8. Just to show the complexity of these genomes, here are their pie charts of the many different kinds of transcription factors found in these two plant genomes (5,673 genes in 63 families for soybean, fully 12% of their gene catalog). Remember that the MADS family genes are the major regulators of plant form. They do have homeodomain/homeobox TFs, but they have different functions in plants. Soybean is on the left, with roughly double the number of each class of TF.
9. Several other plants have been sequenced, including sorghum, grape, and Populus, and more recently cucumber and strawberry. Our own Ray Ming in Plant Biology led sequencing of the papaya genome, starting when he was working in Hawaii generating transgenic strains resistant to viral infection. They did a fairly rough draft 3X WGS genome assembly with lots of gaps and a total size around 400 Mbp.
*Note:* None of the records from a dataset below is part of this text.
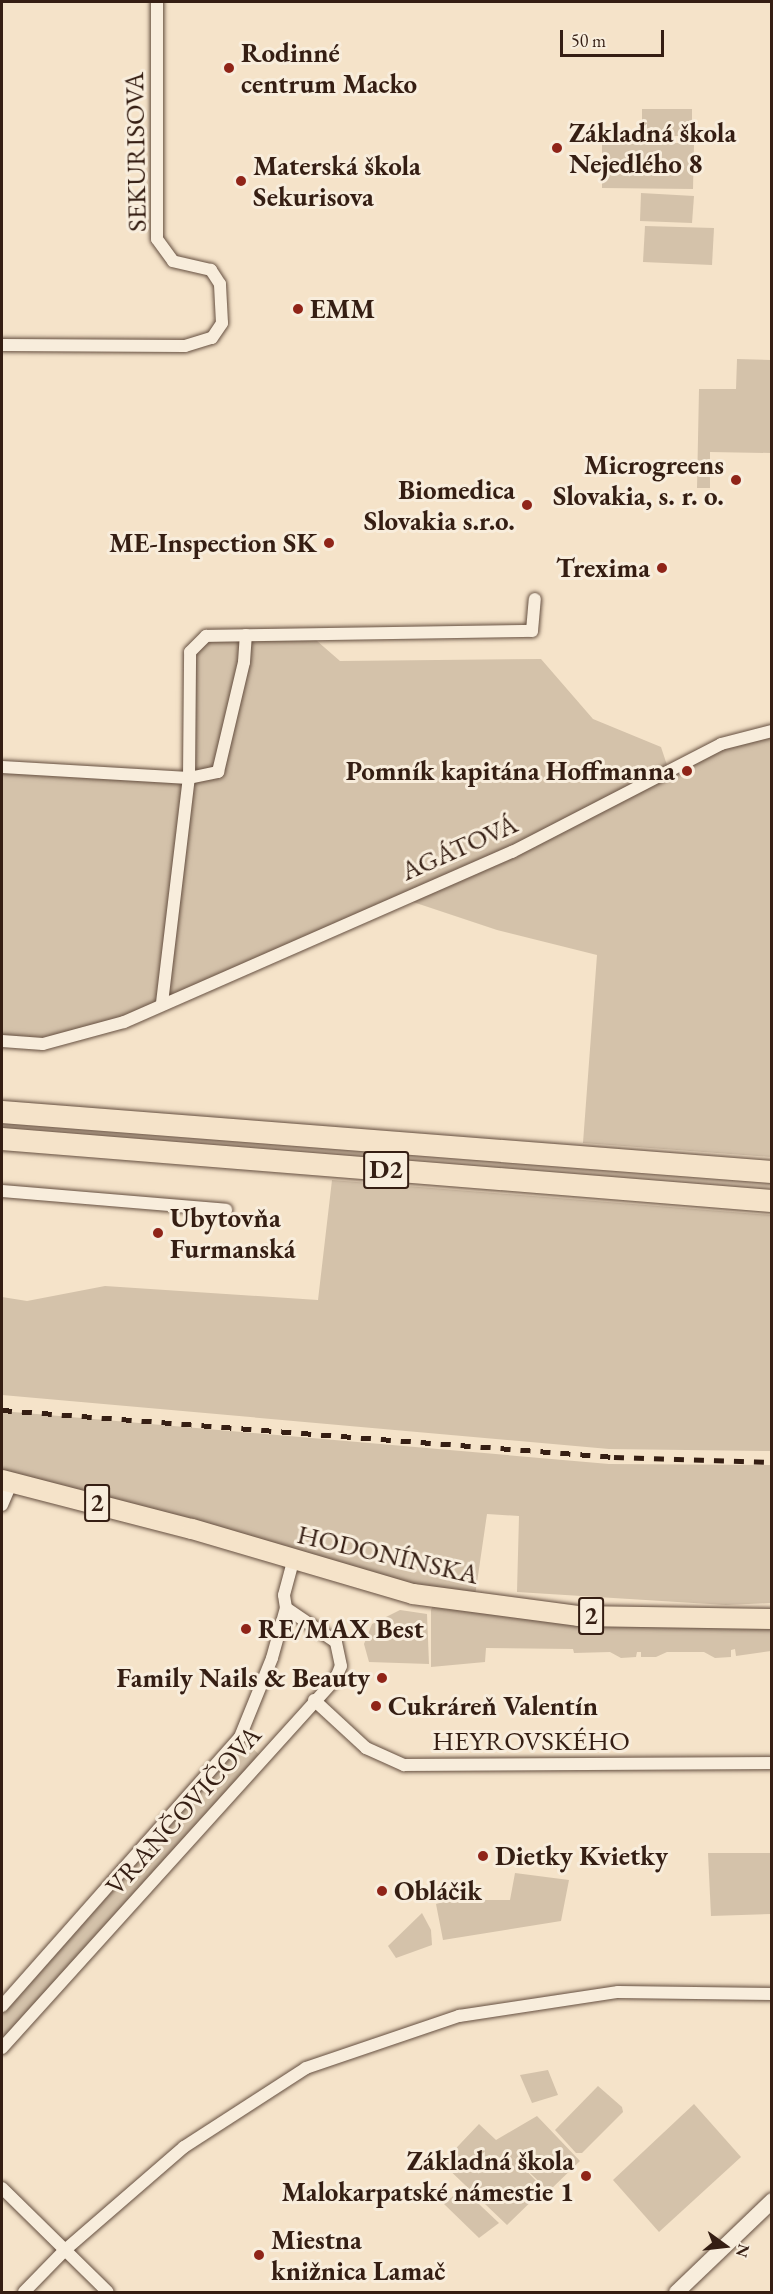 <!DOCTYPE html>
<html>
<head>
<meta charset="utf-8">
<style>
  body { margin:0 }
  #map { position:relative; width:773px; height:2294px; overflow:hidden; background:#f5e3c9; font-family:"EB Garamond",serif }
  div>[style] { position:absolute }
  .green>* { inset:0; background:#d4c2aa }
  .roads { filter:drop-shadow(0 0 2px #654f40) drop-shadow(0 0 2px #654f40) }
  .minor>* { height:12px; margin:-6px; padding:0 6px; transform-origin:6px; border-radius:6px; background:#f8eddc }
  .tertiary>* { height:15px; margin:-7.5px; padding:0 7.5px; transform-origin:7.5px; border-radius:7.5px; background:#f8eddc }
  .primary>* { height:20px; margin:-10px; padding:0 10px; transform-origin:10px; border-radius:10px; background:#f5e3c9 }
  .motorway>* { height:22px; margin:-11px; padding:0 11px; transform-origin:11px; border-radius:11px; background:#f5e3c9 }
  .rail>* { height:4.5px; margin-top:-2.25px; transform-origin:0; background:repeating-linear-gradient(90deg,#351e13 0 10px,transparent 0 20px) }
  .dots>* { width:16px; height:16px; translate:-50% -50%; box-sizing:border-box; border:3px solid #f8eddc; border-radius:50% }
  span { translate:-50% -50%; white-space:nowrap; text-align:center; line-height:1.15; -webkit-text-stroke:6px #f8eddc; paint-order:stroke }
  .shield-label span { padding:2px 4px; background:#f8eddc; border:2px solid; border-radius:4px; -webkit-text-stroke-width:0 }
  .shield-label { font-size:26px; color:#351e13; font-weight:700 }
  .poi-label { font-size:27px; color:#351e13; font-weight:700 }
  .left { translate:0 -50%; text-align:left }
  .right { translate:-100% -50%; text-align:right }
  .street-label { font-size:27px; color:#351e13 }
  .frame { position:absolute; inset:0; border:3px solid #351e13; pointer-events:none }
  .north { position:absolute; left:695px; top:2216px; width:60px; height:60px; -webkit-text-stroke:4px #f8eddc; paint-order:stroke; rotate:105deg; font-size:16px; font-weight:700; line-height:24px; text-align:center; color:#351e13 }
  .north::after { content:''; display:block; margin:auto; width:21px; height:27px; background:#351e13; clip-path:polygon(50% 0,100% 100%,50% 72%,0 100%) }
  .scale { position:absolute; left:560px; top:30px; width:104px; height:27px; box-sizing:border-box; border:3px solid #351e13; border-top:0; padding-left:8px; font-size:18px; line-height:21px; white-space:nowrap; color:#351e13; -webkit-text-stroke:4px #f8eddc; paint-order:stroke }
</style>
</head>
<body>
<div id="map">
  <div class="green">
    <div style="clip-path:polygon(642px 109px,692px 109px,692px 136px,642px 136px)"></div>
    <div style="clip-path:polygon(602px 143px,694px 143px,693px 189px,602px 188px)"></div>
    <div style="clip-path:polygon(641px 193px,694px 196px,692px 223px,640px 221px)"></div>
    <div style="clip-path:polygon(645px 226px,714px 228px,712px 265px,643px 262px)"></div>
    <div style="clip-path:polygon(737px 359px,771px 360px,771px 453px,710px 452px,710px 488px,697px 488px,699px 389px,736px 389px)"></div>
    <div style="clip-path:polygon(309px 634px,340px 661px,541px 659px,593px 719px,661px 747px,668px 768px,771px 731px,771px 1157px,583px 1143px,597px 955px,497px 930px,404px 899px,80px 1036px,2px 1041px,2px 767px,189px 777px,190px 652px,206px 636px)"></div>
    <div style="clip-path:polygon(332px 1180px,771px 1215px,771px 1451px,609px 1449px,2px 1395px,2px 1297px,27px 1301px,105px 1286px,318px 1300px)"></div>
    <div style="clip-path:polygon(2px 1411px,609px 1464px,771px 1465px,771px 1603px,726px 1605px,517px 1592px,519px 1516px,487px 1514px,474px 1603px,771px 1619px,771px 1651px,736px 1656px,735px 1649px,731px 1650px,731px 1657px,715px 1658px,704px 1652px,667px 1652px,656px 1657px,641px 1657px,641px 1652px,637px 1652px,636px 1657px,621px 1658px,610px 1652px,574px 1653px,573px 1649px,486px 1648px,485px 1662px,431px 1667px,431px 1610px,436px 1598px,2px 1480px)"></div>
    <div style="clip-path:polygon(400px 1610px,427px 1614px,429px 1664px,369px 1662px,364px 1644px,372px 1624px)"></div>
    <div style="clip-path:polygon(240px 1737px,262px 1757px,2px 2048px,2px 2006px)"></div>
    <div style="clip-path:polygon(708px 1853px,771px 1853px,771px 1914px,711px 1916px)"></div>
    <div style="clip-path:polygon(515px 1873px,569px 1880px,561px 1921px,443px 1940px,436px 1904px,450px 1900px,510px 1900px)"></div>
    <div style="clip-path:polygon(422px 1913px,431px 1930px,432px 1945px,396px 1958px,388px 1946px)"></div>
    <div style="clip-path:polygon(548px 2070px,558px 2095px,532px 2103px,520px 2075px)"></div>
    <div style="clip-path:polygon(598px 2086px,622px 2107px,623px 2112px,582px 2153px,576px 2153px,555px 2130px)"></div>
    <div style="clip-path:polygon(694px 2104px,741px 2157px,659px 2232px,613px 2180px)"></div>
    <div style="clip-path:polygon(537px 2116px,580px 2161px,549px 2191px,512px 2156px,544px 2189px,507px 2225px,442px 2163px,479px 2124px,496px 2140px)"></div>
    <div style="clip-path:polygon(462px 2188px,499px 2223px,479px 2238px,444px 2204px)"></div>
  </div>
  <div class="roads">
    <div class="minor">
      <div style="left:2px;top:345px;width:183px;rotate:0.3deg"></div>
      <div style="left:185px;top:346px;width:28px;rotate:-17deg"></div>
      <div style="left:212px;top:338px;width:18px;rotate:-56deg"></div>
      <div style="left:222px;top:323px;width:39px;rotate:-93deg"></div>
      <div style="left:220px;top:284px;width:17px;rotate:-123deg"></div>
      <div style="left:211px;top:270px;width:39px;rotate:-167deg"></div>
      <div style="left:173px;top:261px;width:27px;rotate:-126deg"></div>
      <div style="left:157px;top:239px;width:237px;rotate:-90deg"></div>
      <div style="left:2px;top:767px;width:187px;rotate:3.4deg"></div>
      <div style="left:189px;top:778px;width:30px;rotate:-12deg"></div>
      <div style="left:218px;top:772px;width:113px;rotate:-76.7deg"></div>
      <div style="left:244px;top:662px;width:27px;rotate:-86deg"></div>
      <div style="left:162px;top:1003px;width:227px;rotate:-83.2deg"></div>
      <div style="left:189px;top:778px;width:126px;rotate:-89.5deg"></div>
      <div style="left:190px;top:652px;width:23px;rotate:-45deg"></div>
      <div style="left:206px;top:636px;width:326px;rotate:-0.9deg"></div>
      <div style="left:532px;top:631px;width:32px;rotate:-85deg"></div>
      <div style="left:2px;top:1041px;width:41px;rotate:4.2deg"></div>
      <div style="left:43px;top:1044px;width:84px;rotate:-15.2deg"></div>
      <div style="left:124px;top:1022px;width:424px;rotate:-23.7deg"></div>
      <div style="left:512px;top:852px;width:235px;rotate:-27.3deg"></div>
      <div style="left:721px;top:744px;width:53px;rotate:-14.3deg"></div>
      <div style="left:2px;top:1191px;width:225px;rotate:4.8deg"></div>
      <div style="left:2px;top:1505px;width:25px;rotate:-67deg"></div>
      <div style="left:314px;top:1700px;width:71px;rotate:42.7deg"></div>
      <div style="left:366px;top:1748px;width:42px;rotate:24.1deg"></div>
      <div style="left:404px;top:1765px;width:368px;rotate:-0.3deg"></div>
      <div style="left:2px;top:2006px;width:359px;rotate:-48.5deg"></div>
      <div style="left:240px;top:1737px;width:85px;rotate:-67.9deg"></div>
      <div style="left:272px;top:1658px;width:52px;rotate:-74.4deg"></div>
      <div style="left:286px;top:1608px;width:13px;rotate:-99deg"></div>
      <div style="left:284px;top:1595px;width:35px;rotate:-75deg"></div>
      <div style="left:2px;top:2048px;width:496px;rotate:-47.9deg"></div>
      <div style="left:335px;top:1680px;width:15px;rotate:-67deg"></div>
      <div style="left:341px;top:1666px;width:25px;rotate:-102deg"></div>
      <div style="left:336px;top:1642px;width:60px;rotate:-145.8deg"></div>
      <div style="left:2px;top:2188px;width:148px;rotate:44.5deg"></div>
      <div style="left:24px;top:2292px;width:59px;rotate:-45.7deg"></div>
      <div style="left:65px;top:2250px;width:157px;rotate:-40.9deg"></div>
      <div style="left:184px;top:2147px;width:145px;rotate:-32.9deg"></div>
      <div style="left:306px;top:2068px;width:162px;rotate:-18.8deg"></div>
      <div style="left:459px;top:2016px;width:161px;rotate:-8.6deg"></div>
      <div style="left:618px;top:1992px;width:154px;rotate:0.7deg"></div>
    </div>
    <div class="tertiary">
      <div style="left:676px;top:2292px;width:133px;rotate:-43.8deg"></div>
    </div>
    <div class="primary">
      <div style="left:2px;top:1480px;width:196px;rotate:14.5deg"></div>
      <div style="left:192px;top:1529px;width:230px;rotate:16.4deg"></div>
      <div style="left:413px;top:1594px;width:166px;rotate:7.6deg"></div>
      <div style="left:578px;top:1616px;width:194px;rotate:0.9deg"></div>
    </div>
    <div class="motorway">
      <div style="left:2px;top:1112px;width:772px;rotate:4.46deg"></div>
      <div style="left:2px;top:1139px;width:772px;rotate:4.6deg"></div>
    </div>
  </div>
  <div class="rail">
    <div style="left:2px;top:1410px;width:614px;rotate:4.39deg"></div>
    <div style="left:614px;top:1457px;width:158px;rotate:1.8deg"></div>
  </div>
  <div class="dots">
    <div style="left:229px;top:68px;background:#8f2418"></div>
    <div style="left:557px;top:148px;background:#8f2418"></div>
    <div style="left:241px;top:181px;background:#8f2418"></div>
    <div style="left:298px;top:309px;background:#8f2418"></div>
    <div style="left:736px;top:480px;background:#8f2418"></div>
    <div style="left:527px;top:505px;background:#8f2418"></div>
    <div style="left:329px;top:543px;background:#8f2418"></div>
    <div style="left:662px;top:568px;background:#8f2418"></div>
    <div style="left:687px;top:771px;background:#8f2418"></div>
    <div style="left:158px;top:1233px;background:#8f2418"></div>
    <div style="left:246px;top:1629px;background:#8f2418"></div>
    <div style="left:382px;top:1678px;background:#8f2418"></div>
    <div style="left:376px;top:1706px;background:#8f2418"></div>
    <div style="left:483px;top:1856px;background:#8f2418"></div>
    <div style="left:382px;top:1891px;background:#8f2418"></div>
    <div style="left:586px;top:2176px;background:#8f2418"></div>
    <div style="left:259px;top:2255px;background:#8f2418"></div>
  </div>
  <div class="shield-label">
    <span style="left:386px;top:1170px">D2</span>
    <span style="left:97px;top:1503px">2</span>
    <span style="left:591px;top:1616px">2</span>
  </div>
  <div class="poi-label">
    <span class="left" style="left:241px;top:68px">Rodinné<br>centrum Macko</span>
    <span class="left" style="left:569px;top:148px">Základná škola<br>Nejedlého 8</span>
    <span class="left" style="left:253px;top:181px">Materská škola<br>Sekurisova</span>
    <span class="left" style="left:310px;top:309px">EMM</span>
    <span class="right" style="left:724px;top:480px">Microgreens<br>Slovakia, s. r. o.</span>
    <span class="right" style="left:515px;top:505px">Biomedica<br>Slovakia s.r.o.</span>
    <span class="right" style="left:317px;top:543px">ME-Inspection SK</span>
    <span class="right" style="left:650px;top:568px">Trexima</span>
    <span class="right" style="left:675px;top:771px">Pomník kapitána Hoffmanna</span>
    <span class="left" style="left:170px;top:1233px">Ubytovňa<br>Furmanská</span>
    <span class="left" style="left:258px;top:1629px">RE/MAX Best</span>
    <span class="right" style="left:370px;top:1678px">Family Nails &amp; Beauty</span>
    <span class="left" style="left:388px;top:1706px">Cukráreň Valentín</span>
    <span class="left" style="left:495px;top:1856px">Dietky Kvietky</span>
    <span class="left" style="left:394px;top:1891px">Obláčik</span>
    <span class="right" style="left:574px;top:2176px">Základná škola<br>Malokarpatské námestie 1</span>
    <span class="left" style="left:271px;top:2255px">Miestna<br>knižnica Lamač</span>
  </div>
  <div class="street-label">
    <span style="left:135px;top:152px;rotate:-91deg">SEKURISOVA</span>
    <span style="left:459px;top:847px;rotate:-24deg">AGÁTOVÁ</span>
    <span style="left:388px;top:1554px;rotate:13deg">HODONÍNSKA</span>
    <span style="left:531px;top:1741px">HEYROVSKÉHO</span>
    <span style="left:183px;top:1810px;rotate:-48deg">VRANČOVIČOVA</span>
  </div>
  <div class="frame"></div>
  <div class="north">N</div>
  <div class="scale">50 m</div>
</div>
</body>
</html>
Unlike all these other plants, it does not appear to have undergone a recent polyploidization, and hence has only ~13,000 genes. Indeed, this is close to the estimate for what the ancestral angiosperm genome looked like. 10. The Populus genome is reminiscent of the soybean genome, with ~45,000 protein-coding genes, and a relatively recent whole-genome duplication or polyploidization event contributing ~8000 paralog pairs that persist in this genome in large microsyntenic chunks. Populus is being promoted as a biofuel.
11. Many plants have large genomes, especially amongst the gymnosperms like pines (15-25 Gbp), so they are unlikely to be completely sequenced any time soon. Instead, large scale sequencing of cDNAs, plus massive scale EST projects are being undertaken, allowing comparisons across all plants. Here is a phylogenomic tree based on large numbers of proteins from both genomes and transcriptomes, rooted with mosses, ferns, and liverworts at the bottom. The authors used the tree and protein dataset to conclude that several aspects of microRNA biology only evolved in the angiosperms, and might have contributed to their diversity.